Allison, wow that old mare is beautiful - how old is she? Love the pink tack. 

I've never actually had my own horse but I used to do some work on a cattle stud, they had this old mare in the main mob, you would walk down there with a lead rope, jump on her bareback, bring the cattle in just using the halter and lead rope to 'steer' (I know thats a bad way to describe horse riding, shush!). She was beautiful.


----------



## kelebek (Oct 5, 2007)

Yah, it is now over 12 hours post riding - and I STILL am grinning from ear to ear. It just sucks that I won't be able to saddle her up tonight, as I have to pack for my trip - so it will be almost 2 weeks before I can do anything with either of them again, but I hope to bring one out every night after work and saddle them up, and then take the old quarter horse out every weekend for a little ride if not one day then both!

My horses were so happy this morning and wanting to come out - they came running to me this morning like "can we come out and play again??" It is the neatest thing.

redneck_acres - yah, we only have some burms left from where the snow slid off of the roofs or where the plow put snow for the most part. I am hoping that when I come back from Vegas, that it will all be gone. But we did get snow June 1st last year - :hair:

karen - the old brown mare is, I think 26 years old. She was used in her day for hunting and trail riding in to hunt and pack out the kills.
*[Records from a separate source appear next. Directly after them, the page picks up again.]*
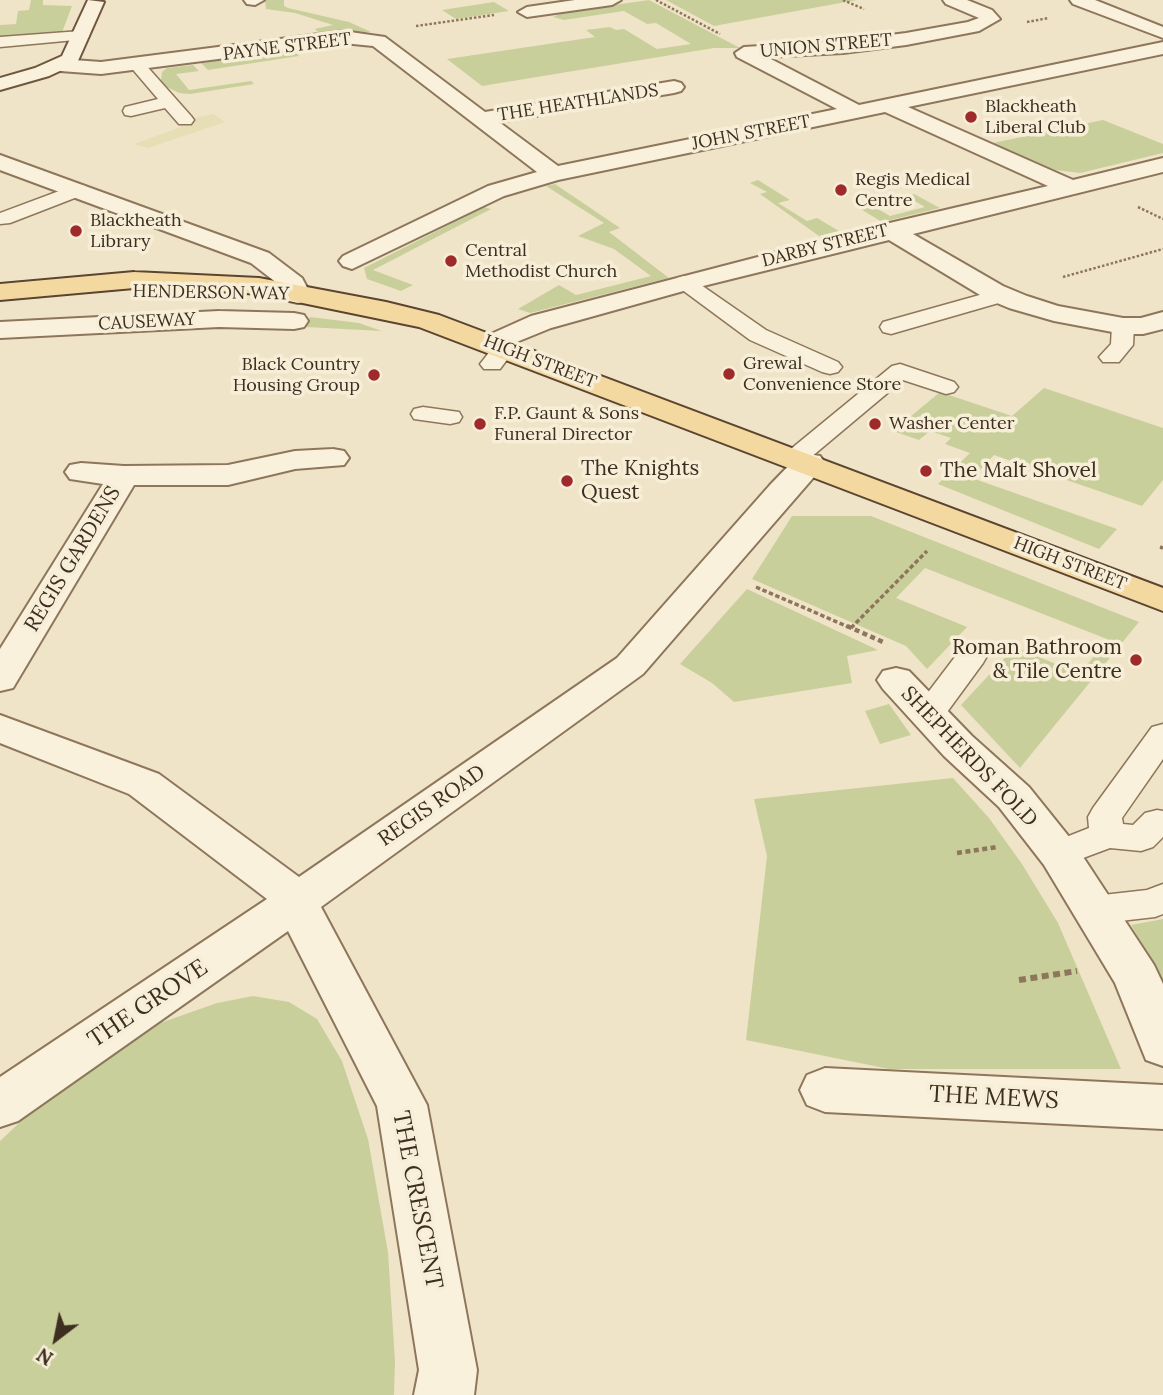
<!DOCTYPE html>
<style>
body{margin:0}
#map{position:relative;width:1163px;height:1395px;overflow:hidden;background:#f0e4c8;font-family:Lora,serif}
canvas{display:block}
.north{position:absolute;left:21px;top:1304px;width:70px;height:70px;-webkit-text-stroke:5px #f7eed8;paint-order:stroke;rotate:212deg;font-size:19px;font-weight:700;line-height:28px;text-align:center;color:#3d2e20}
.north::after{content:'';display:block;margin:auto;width:24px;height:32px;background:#3d2e20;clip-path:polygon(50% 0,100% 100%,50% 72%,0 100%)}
</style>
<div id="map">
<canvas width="1163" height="1395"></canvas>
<div class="north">N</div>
</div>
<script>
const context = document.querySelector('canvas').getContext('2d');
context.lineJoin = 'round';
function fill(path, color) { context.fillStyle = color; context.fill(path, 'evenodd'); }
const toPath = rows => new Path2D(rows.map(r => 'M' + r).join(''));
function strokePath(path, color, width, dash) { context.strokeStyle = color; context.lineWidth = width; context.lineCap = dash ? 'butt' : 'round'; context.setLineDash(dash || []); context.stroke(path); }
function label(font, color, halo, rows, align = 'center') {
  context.font = font + ' Lora,serif'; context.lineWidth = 7; context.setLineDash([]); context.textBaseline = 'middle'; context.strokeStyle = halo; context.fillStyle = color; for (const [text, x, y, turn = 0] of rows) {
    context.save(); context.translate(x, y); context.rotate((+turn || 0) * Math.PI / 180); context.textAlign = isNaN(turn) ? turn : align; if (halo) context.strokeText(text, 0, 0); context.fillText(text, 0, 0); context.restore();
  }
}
fill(toPath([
 [213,114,225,122,148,148,134,144,181,127,175,122]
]), '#e6deb5');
fill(toPath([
 [31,0,43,0,43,5,72,6,61,35,0,39,0,25,16,24,18,11,29,10],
 [265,0,284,0,284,6,288,8,349,22,371,32,321,35,315,29,333,25,295,13,266,9],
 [649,0,740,48,714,48,482,86,447,59,595,37,586,30,610,27,616,30,624,29,657,49,691,44,656,23,647,24,624,11,564,20,553,17,564,12],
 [666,0,857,0,714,26],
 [494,2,509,11,456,19,442,10],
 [315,47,318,51,297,53,299,56,208,70,201,63],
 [193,65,199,71,176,74,189,90,251,81,254,84,190,94,179,93,165,86,161,81,162,72,167,68],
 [1103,120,1163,144,1163,153,1080,173,1055,170,993,143],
 [758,180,790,200,778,203,807,221,817,218,839,231,819,236,760,194,767,192,750,183],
 [555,184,620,228,609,232,669,278,530,313,518,309,559,285,576,295,651,276,614,249,578,236,604,223,546,186],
 [914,194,940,208,882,222,859,208,871,205,890,216,925,207,906,196],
 [484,207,491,209,373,270,413,285,401,291,367,279,364,268],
 [310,317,359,323,382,331,305,327],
 [1044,388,1163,428,1163,480,1142,506,994,455,972,478,1117,529,1099,549,938,484,970,453,945,444,951,438,930,431,919,440,893,431,940,392,1012,416],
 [792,516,871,516,1139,622,1020,768,961,705,1015,647,1080,674,1107,639,925,568,896,598,967,627,927,669,906,646,752,579],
 [747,589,878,650,847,656,852,683,734,702,712,683,680,664],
 [889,704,911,735,880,744,865,711],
 [953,778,989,818,1022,864,1058,923,1121,1069,889,1069,746,1040,767,856,754,799],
 [1163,919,1163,980,1131,925],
 [253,996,289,1002,317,1019,342,1061,368,1139,388,1252,395,1361,394,1395,0,1395,0,1141,37,1106,102,1058,160,1023,217,1003]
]), '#c9cf9b');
const lane = toPath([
 [81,31,89,36,86,39,0,47,0,37,81,31],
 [137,60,143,62,191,116,194,120,191,124,179,124,165,108,131,116,125,115,123,111,125,107,158,99,129,65,137,60],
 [78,184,85,186,87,190,85,194,10,223,0,224,0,213,78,184],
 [684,276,691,278,766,330,838,362,842,367,838,372,830,374,822,372,750,340,677,286,673,282,677,278,684,276],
 [1001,289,1009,290,1012,295,1009,300,891,334,883,332,880,327,883,322,1001,289],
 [1123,319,1131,321,1134,326,1133,345,1119,362,1103,362,1099,357,1111,344,1112,326,1115,321,1123,319],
 [504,341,512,343,515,348,512,353,500,369,484,369,480,364,484,359,496,343,504,341],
 [900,364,954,382,958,387,954,392,946,394,903,380,804,463,795,466,786,463,782,458,786,453,892,366,900,364],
 [423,407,459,412,462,417,459,422,450,424,414,419,411,414,414,409,423,407],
 [972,646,983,649,987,656,983,663,939,723,928,726,917,723,912,715,917,707,961,649,972,646],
 [1163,724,1163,759,1122,818,1123,824,1133,825,1145,813,1157,810,1163,811,1163,837,1153,847,1141,851,1110,848,1059,867,1046,863,1041,854,1046,845,1089,828,1088,817,1093,808,1152,727,1163,724],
 [1163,884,1163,914,1155,917,1094,924,1081,920,1076,910,1081,900,1094,896,1147,890,1163,884]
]);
const street = toPath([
 [244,0,264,0,255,5,247,4,244,0],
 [575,0,621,0,612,5,527,17,518,12,527,7,575,0],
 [943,0,967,0,992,10,1000,19,979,31,906,45,843,53,767,57,859,105,1163,42,1163,54,908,107,1073,180,1163,158,1163,172,913,234,1003,286,1027,296,1058,306,1123,318,1141,318,1163,312,1163,329,1143,334,1123,334,1054,321,1009,308,985,298,889,240,687,290,551,328,492,352,482,350,478,344,482,338,531,316,881,225,1048,186,885,112,558,180,504,196,352,269,343,266,339,261,343,256,488,186,537,172,373,46,343,43,101,74,60,71,50,65,60,59,101,62,343,31,385,37,485,112,674,81,681,83,684,87,681,91,674,93,499,122,558,166,837,109,737,57,735,53,744,47,843,41,906,33,968,22,979,18,946,4,943,0],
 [1070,0,1095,0,1163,27,1163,38,1073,4,1070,0],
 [0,155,269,253,302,278,311,295,307,301,298,303,289,301,282,287,251,263,0,170,0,155],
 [219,311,294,313,304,315,308,321,304,327,294,329,219,327,0,338,0,322,219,311],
 [333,449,344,451,349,458,344,465,295,469,228,485,134,485,13,688,0,691,0,649,103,484,70,479,65,472,70,465,81,463,124,466,228,465,295,451,333,449],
 [809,454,820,456,825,463,820,470,643,674,321,907,427,1105,477,1370,474,1395,414,1395,419,1370,377,1106,288,931,18,1121,0,1127,0,1077,267,899,129,794,0,743,0,715,159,774,299,877,617,658,770,485,798,456,809,454],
 [896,668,909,671,972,736,1029,787,1074,843,1154,965,1163,984,1163,1066,1146,1060,1115,983,1044,865,999,807,944,756,883,689,877,680,883,671,896,668],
 [825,1068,1163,1085,1163,1129,825,1112,807,1105,800,1090,807,1075,825,1068]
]);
const secondary = toPath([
 [88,0,104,2,77,63,49,76,0,90,0,78,35,68,62,56,88,0]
]);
const primary = toPath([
 [134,272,259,278,386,302,439,315,1163,588,1163,611,419,327,259,294,218,291,134,288,0,300,0,284,134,272]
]);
strokePath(lane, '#8d765c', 3);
strokePath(street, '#8d765c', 4);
strokePath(secondary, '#6f573f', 4);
strokePath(primary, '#5b4430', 4);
strokePath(toPath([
 [656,0,720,34],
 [843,0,864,9],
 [1027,22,1049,18],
 [416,26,494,15],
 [1138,207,1163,219],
 [1063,277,1163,249]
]), '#8d765c', 2.5, [2.5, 2]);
strokePath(toPath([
 [1160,547,1163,548],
 [756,587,851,628],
 [851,628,927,551]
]), '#8d765c', 3.5, [4.5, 2.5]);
strokePath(toPath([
 [847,626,883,642],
 [957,853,997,847]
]), '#8d765c', 4.5, [5, 3.5]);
strokePath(toPath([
 [1019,980,1077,971]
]), '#8d765c', 6, [7, 4.5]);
fill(lane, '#faf1dc');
fill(street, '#faf1dc');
fill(secondary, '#faf1dc');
fill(primary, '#f3d9a0');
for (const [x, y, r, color] of [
 [971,117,7,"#9e2a2b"],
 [841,190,7,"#9e2a2b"],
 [76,231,7,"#9e2a2b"],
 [451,261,7,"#9e2a2b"],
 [729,374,7,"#9e2a2b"],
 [374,375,7,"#9e2a2b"],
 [480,424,7,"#9e2a2b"],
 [875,424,7,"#9e2a2b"],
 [926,471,7,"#9e2a2b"],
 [567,481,7,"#9e2a2b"],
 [1136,660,7,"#9e2a2b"]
]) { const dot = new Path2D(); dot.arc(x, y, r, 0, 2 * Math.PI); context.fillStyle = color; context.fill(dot); strokePath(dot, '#f7eed8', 2.5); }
label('18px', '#3d2e20', '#f7eed8', [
 ["UNION STREET",826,46,-5],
 ["PAYNE STREET",287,47,-7],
 ["THE HEATHLANDS",578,103,-9],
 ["JOHN STREET",751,133,-11],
 ["DARBY STREET",825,246,-14],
 ["HENDERSON WAY",211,293,1],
 ["CAUSEWAY",147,322,-3],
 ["HIGH STREET",540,362,21],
 ["HIGH STREET",1070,564,21]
]);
label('18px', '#3d2e20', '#f7eed8', [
 ["Blackheath",985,107],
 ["Liberal Club",985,128],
 ["Regis Medical",855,180],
 ["Centre",855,201],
 ["Blackheath",90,221],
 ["Library",90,242],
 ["Central",465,251],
 ["Methodist Church",465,272],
 ["Grewal",743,364],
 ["Convenience Store",743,385],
 ["Black Country",360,365,"right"],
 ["Housing Group",360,386,"right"],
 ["F.P. Gaunt & Sons",494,414],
 ["Funeral Director",494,435],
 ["Washer Center",889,424]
], 'left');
label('21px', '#3d2e20', '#f7eed8', [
 ["The Knights",581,469],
 ["Quest",581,493],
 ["The Malt Shovel",940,471],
 ["Roman Bathroom",1122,648,"right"],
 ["& Tile Centre",1122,672,"right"]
], 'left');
label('21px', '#3d2e20', '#f7eed8', [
 ["REGIS GARDENS",73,559,-59],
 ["SHEPHERDS FOLD",969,757,46],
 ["REGIS ROAD",432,806,-35]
]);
label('24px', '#3d2e20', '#f7eed8', [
 ["THE GROVE",148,1004,-34],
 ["THE MEWS",994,1098,3],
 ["THE CRESCENT",417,1200,79]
]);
</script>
I saw pictures of her standing in water up past her tummy and fly fishing off of her back.

The tack I just bought. I was on Jeffers' website ordering some goat things and started looking at the equine things. They had a clearance on the pink smaller saddle pad, reins, breast collar, and head stall (not on her) for $50.00 so I couldn't pass it up. Saddle pads are $30.00 and up on thier own and it works great for Old Knickers since she needs to be double padded because of her sway back.

I'll admit, I was a bit nervous getting on her, but she was a dream


----------



## Coraxfeather (Oct 9, 2008)

I have a older mar ethat I ride and she is a dream also. Kassie. I am waiten on her to foal right now.


----------



## Haviris (Oct 7, 2007)

That's great! You all three look great! I'm excited for you! I haven't rode my horse in close to a year, I'm really missing it and he's just right outside, but I've just gotten to fat.

I've just been playing w/ my driving mini, I'm fixing to start another one then I will be able to have someone come driving w/ me! But I just really miss riding.


----------



## RowdyKidz (Apr 2, 2009)

That's sweet!! Congrats!!! 
I love horses... :horse:


----------



## Coraxfeather (Oct 9, 2008)

Haviris

Drive mini's is fun also. I have one mini and drive my boss's mini's also. Ever tried Team driven with your minis??


----------



## Haviris (Oct 7, 2007)

I've never tried driving a team, but I would love to! Someday I hope to have a matched team!


----------